▸ **WHAT THE EXERCISE ASKS**:
When you copy the entries, omit the images and keep every word as it is.

[Extracted records]
--

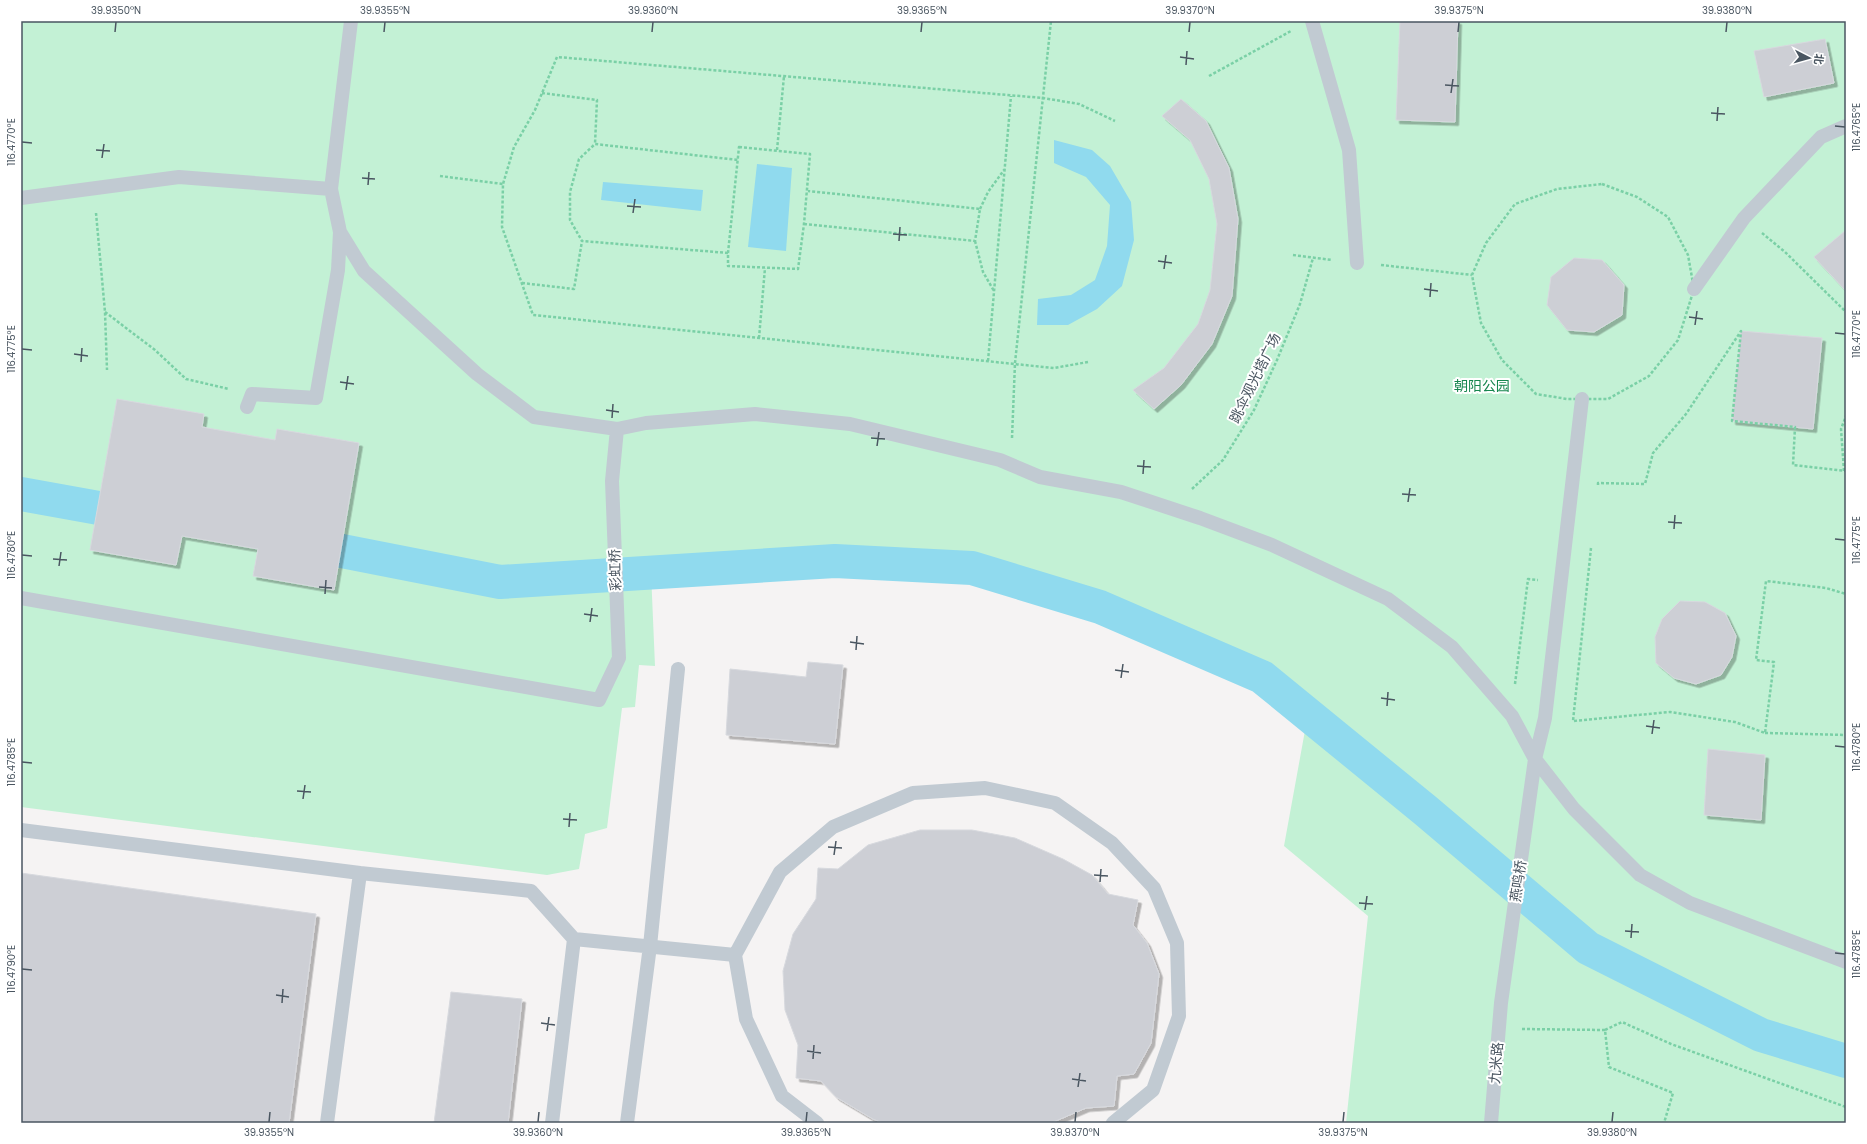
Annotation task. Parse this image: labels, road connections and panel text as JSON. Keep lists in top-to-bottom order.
{
  "streets": {
    "lane": ["彩虹桥", "燕鸣桥", "九米路"],
    "path": ["跳伞观光塔广场"]
  },
  "crossings": [
    ["燕鸣桥", "九米路"]
  ],
  "parks": ["朝阳公园"],
  "north": "right",
  "coordinates": [
    "39.9350°N",
    "39.9355°N",
    "39.9360°N",
    "39.9365°N",
    "39.9370°N",
    "39.9375°N",
    "39.9380°N",
    "116.4765°E",
    "116.4770°E",
    "116.4775°E",
    "116.4780°E",
    "116.4785°E",
    "116.4790°E"
  ]
}
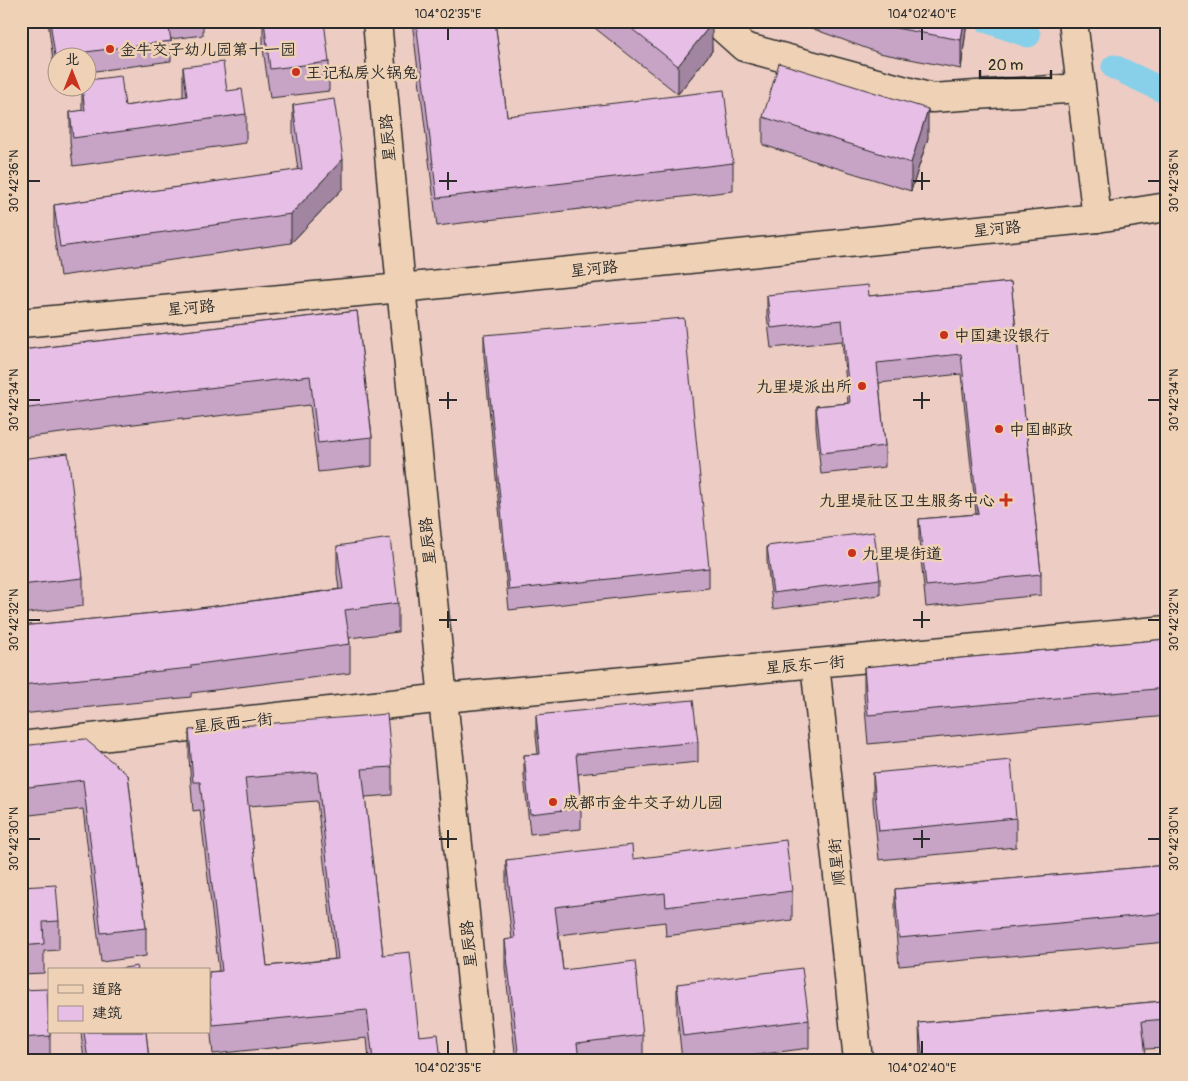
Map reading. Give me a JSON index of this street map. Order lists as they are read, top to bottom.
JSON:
{
  "streets": {
    "street": [
      "星辰路",
      "星河路",
      "星辰东一街",
      "星辰西一街",
      "顺星街"
    ]
  },
  "crossings": [
    ["星辰路", "星河路"],
    ["星辰路", "星辰东一街"],
    ["星辰路", "星辰西一街"],
    ["星辰东一街", "星辰西一街"],
    ["星辰东一街", "顺星街"]
  ],
  "places": {
    "other": [
      "金牛交子幼儿园第十一园",
      "王记私房火锅兔",
      "中国建设银行",
      "九里堤派出所",
      "中国邮政",
      "九里堤街道",
      "成都市金牛交子幼儿园"
    ],
    "health": ["九里堤社区卫生服务中心"]
  },
  "legend": ["道路", "建筑"],
  "scale_bar": "20 m",
  "north": "top",
  "coordinates": [
    "104°02'35\"E",
    "104°02'40\"E",
    "30°42'36\"N",
    "30°42'34\"N",
    "30°42'32\"N",
    "30°42'30\"N"
  ]
}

--

▸ **TASK ANSWER**:
Annotation task. Parse this image: labels, road connections and panel text as JSON. Keep lists in top-to-bottom order.
{
  "streets": {
    "lane": ["彩虹桥", "燕鸣桥", "九米路"],
    "path": ["跳伞观光塔广场"]
  },
  "crossings": [
    ["燕鸣桥", "九米路"]
  ],
  "parks": ["朝阳公园"],
  "north": "right",
  "coordinates": [
    "39.9350°N",
    "39.9355°N",
    "39.9360°N",
    "39.9365°N",
    "39.9370°N",
    "39.9375°N",
    "39.9380°N",
    "116.4765°E",
    "116.4770°E",
    "116.4775°E",
    "116.4780°E",
    "116.4785°E",
    "116.4790°E"
  ]
}
Map reading. Give me a JSON index of this street map. Order lists as they are read, top to bottom.
JSON:
{
  "streets": {
    "street": [
      "星辰路",
      "星河路",
      "星辰东一街",
      "星辰西一街",
      "顺星街"
    ]
  },
  "crossings": [
    ["星辰路", "星河路"],
    ["星辰路", "星辰东一街"],
    ["星辰路", "星辰西一街"],
    ["星辰东一街", "星辰西一街"],
    ["星辰东一街", "顺星街"]
  ],
  "places": {
    "other": [
      "金牛交子幼儿园第十一园",
      "王记私房火锅兔",
      "中国建设银行",
      "九里堤派出所",
      "中国邮政",
      "九里堤街道",
      "成都市金牛交子幼儿园"
    ],
    "health": ["九里堤社区卫生服务中心"]
  },
  "legend": ["道路", "建筑"],
  "scale_bar": "20 m",
  "north": "top",
  "coordinates": [
    "104°02'35\"E",
    "104°02'40\"E",
    "30°42'36\"N",
    "30°42'34\"N",
    "30°42'32\"N",
    "30°42'30\"N"
  ]
}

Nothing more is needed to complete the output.